Data records:
========

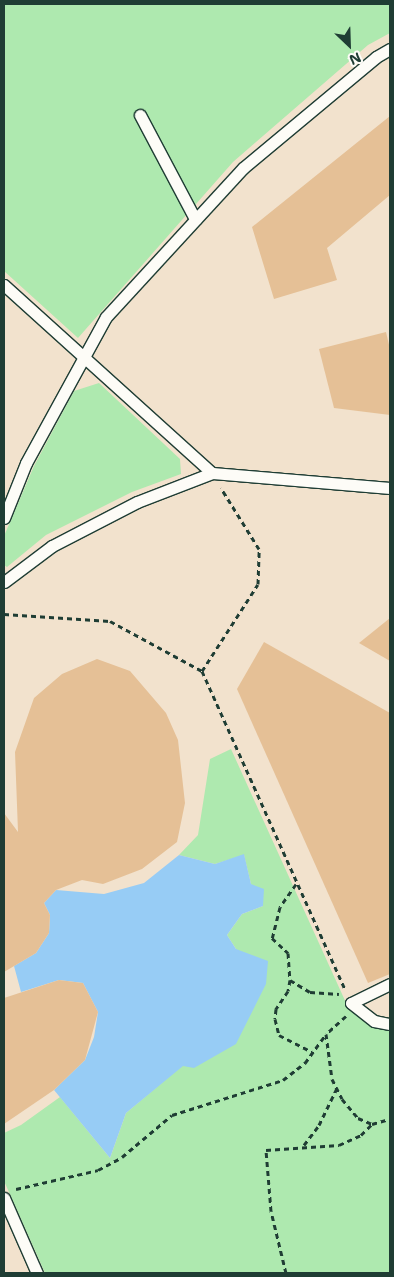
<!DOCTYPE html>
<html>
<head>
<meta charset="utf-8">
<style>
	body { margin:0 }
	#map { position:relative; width:394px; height:1277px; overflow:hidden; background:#f8f0e4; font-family:"Shantell Sans",sans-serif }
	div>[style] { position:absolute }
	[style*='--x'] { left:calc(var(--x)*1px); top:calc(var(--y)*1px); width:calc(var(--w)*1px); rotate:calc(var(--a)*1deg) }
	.built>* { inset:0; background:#f2e2cd; transform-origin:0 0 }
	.green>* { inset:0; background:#aee9af }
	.water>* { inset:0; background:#97ccf5 }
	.building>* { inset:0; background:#e5c096 }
	.path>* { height:3px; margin-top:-1.5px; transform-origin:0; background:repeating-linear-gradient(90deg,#1f3d34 0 5px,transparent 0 9px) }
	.roads { filter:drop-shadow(1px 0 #1f3d34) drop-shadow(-1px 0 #1f3d34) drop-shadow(0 1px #1f3d34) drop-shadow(0 -1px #1f3d34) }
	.lane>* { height:11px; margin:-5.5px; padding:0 5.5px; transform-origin:5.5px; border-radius:5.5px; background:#fdfcf7 }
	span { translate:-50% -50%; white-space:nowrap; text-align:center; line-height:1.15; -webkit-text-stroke:4.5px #fdfcf7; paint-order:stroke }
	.frame { position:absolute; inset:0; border:5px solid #1f3d34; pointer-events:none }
	.north { position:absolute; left:324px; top:20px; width:50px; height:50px; -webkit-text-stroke:4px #fdfcf7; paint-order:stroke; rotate:156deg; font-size:14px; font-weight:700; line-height:20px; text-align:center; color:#1f3d34 }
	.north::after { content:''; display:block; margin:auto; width:18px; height:22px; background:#1f3d34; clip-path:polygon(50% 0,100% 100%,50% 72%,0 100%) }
</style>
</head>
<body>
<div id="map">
	<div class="built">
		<div style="left:4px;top:4px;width:386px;height:1269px"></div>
	</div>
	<div class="green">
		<div style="clip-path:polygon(4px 4px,390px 4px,390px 33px,368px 45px,233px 162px,78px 338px,4px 271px)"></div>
		<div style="clip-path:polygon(99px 383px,180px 459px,181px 474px,132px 492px,46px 535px,7px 567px,4px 565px,4px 536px,34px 466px,74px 391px)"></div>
		<div style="clip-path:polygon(231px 749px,347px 1005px,390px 1029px,390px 1273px,45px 1273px,4px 1181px,4px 1133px,21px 1125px,60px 1097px,110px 1158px,126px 1113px,183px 1065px,236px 949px,227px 935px,242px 914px,263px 906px,251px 884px,244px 855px,215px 864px,179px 855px,198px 835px,210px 759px)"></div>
	</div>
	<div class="water">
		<div style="clip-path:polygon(244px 854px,251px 884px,264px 889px,263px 906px,242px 914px,227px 935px,236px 949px,268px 961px,266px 984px,236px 1044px,194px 1068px,183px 1066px,126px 1113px,110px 1158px,54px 1090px,85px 1060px,94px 1037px,98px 1012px,83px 983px,59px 980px,21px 992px,14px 966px,36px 953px,49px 933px,50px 915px,44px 903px,56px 890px,104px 894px,144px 883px,179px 855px,215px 864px)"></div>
	</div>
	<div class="building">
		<div style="clip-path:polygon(390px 116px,390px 195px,327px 248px,337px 280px,274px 299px,252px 227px)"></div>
		<div style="clip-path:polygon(386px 332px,390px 349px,390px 415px,334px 408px,319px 349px)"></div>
		<div style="clip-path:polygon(390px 618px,390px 661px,359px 643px)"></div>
		<div style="clip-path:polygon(264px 642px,390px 713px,390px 974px,368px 983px,237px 689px)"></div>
		<div style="clip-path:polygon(97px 659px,130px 671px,166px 713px,178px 740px,185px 803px,177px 842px,142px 869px,103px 884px,82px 880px,56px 890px,44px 903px,50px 915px,49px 933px,36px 953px,4px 972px,4px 813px,18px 832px,15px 752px,34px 698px,62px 674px)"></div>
		<div style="clip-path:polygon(59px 980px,83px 983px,98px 1012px,85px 1060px,54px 1090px,4px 1124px,4px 998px)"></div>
	</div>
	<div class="path">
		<div style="--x:4;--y:614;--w:106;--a:3.8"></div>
		<div style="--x:110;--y:621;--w:105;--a:28.5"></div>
		<div style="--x:202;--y:671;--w:103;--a:-57.2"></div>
		<div style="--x:258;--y:584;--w:35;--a:-88"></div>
		<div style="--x:259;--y:549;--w:72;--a:-121.9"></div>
		<div style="--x:202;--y:671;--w:349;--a:65.8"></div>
		<div style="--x:296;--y:884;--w:28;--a:125"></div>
		<div style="--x:280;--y:907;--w:32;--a:104"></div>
		<div style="--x:272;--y:938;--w:22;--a:43"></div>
		<div style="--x:288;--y:953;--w:27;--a:86"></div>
		<div style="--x:290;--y:980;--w:11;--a:100"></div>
		<div style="--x:288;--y:991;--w:22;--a:124"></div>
		<div style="--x:276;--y:1009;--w:10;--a:96"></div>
		<div style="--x:275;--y:1019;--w:16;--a:76"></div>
		<div style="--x:279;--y:1035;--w:37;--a:27"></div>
		<div style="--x:290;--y:980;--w:23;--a:31"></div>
		<div style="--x:310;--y:992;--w:29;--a:4"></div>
		<div style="--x:346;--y:1016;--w:27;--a:138"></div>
		<div style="--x:326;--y:1034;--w:45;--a:82.4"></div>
		<div style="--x:332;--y:1079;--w:22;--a:63"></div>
		<div style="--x:342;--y:1099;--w:25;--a:50"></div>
		<div style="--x:358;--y:1118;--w:15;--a:23"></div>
		<div style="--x:304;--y:1145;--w:25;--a:-53"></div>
		<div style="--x:319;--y:1125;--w:41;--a:-64.1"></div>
		<div style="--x:16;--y:1189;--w:84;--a:-13"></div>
		<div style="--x:98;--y:1170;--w:27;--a:-28"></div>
		<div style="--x:122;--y:1157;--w:65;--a:-40"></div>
		<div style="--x:172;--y:1115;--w:116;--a:-17.5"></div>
		<div style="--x:283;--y:1080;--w:28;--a:-38"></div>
		<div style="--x:305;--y:1063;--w:36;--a:-54"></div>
		<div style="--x:286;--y:1273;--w:64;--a:-103.6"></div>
		<div style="--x:271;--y:1211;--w:61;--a:-94.7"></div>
		<div style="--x:266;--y:1150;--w:73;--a:-3.9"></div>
		<div style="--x:339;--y:1145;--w:24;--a:-24"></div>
		<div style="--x:361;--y:1135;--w:16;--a:-45"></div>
		<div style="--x:372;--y:1124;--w:19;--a:-16"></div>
	</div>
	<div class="roads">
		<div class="lane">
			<div style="--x:140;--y:115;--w:118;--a:62.1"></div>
			<div style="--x:4;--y:285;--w:280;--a:42.1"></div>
			<div style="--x:212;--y:473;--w:80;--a:158.9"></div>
			<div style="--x:137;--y:502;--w:96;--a:152.6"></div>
			<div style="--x:52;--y:546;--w:60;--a:143.1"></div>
			<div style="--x:212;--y:473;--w:179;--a:4.8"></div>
			<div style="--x:4;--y:518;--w:59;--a:-68.2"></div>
			<div style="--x:26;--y:463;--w:166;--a:-61.3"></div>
			<div style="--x:106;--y:317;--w:202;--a:-47.4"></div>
			<div style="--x:243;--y:168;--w:173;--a:-39.8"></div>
			<div style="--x:376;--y:57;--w:16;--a:-30"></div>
			<div style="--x:390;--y:984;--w:43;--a:154"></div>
			<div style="--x:351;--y:1003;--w:29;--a:38"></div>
			<div style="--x:374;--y:1021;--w:16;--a:11"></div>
			<div style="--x:4;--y:1198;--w:82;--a:66.3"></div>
		</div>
	</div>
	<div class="frame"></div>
	<div class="north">N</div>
</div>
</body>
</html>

========

TASK BRIEF
Within the data, how many lines hold the string "lane"? Answer with the number and nothing more.

WRITTEN ANSWER
2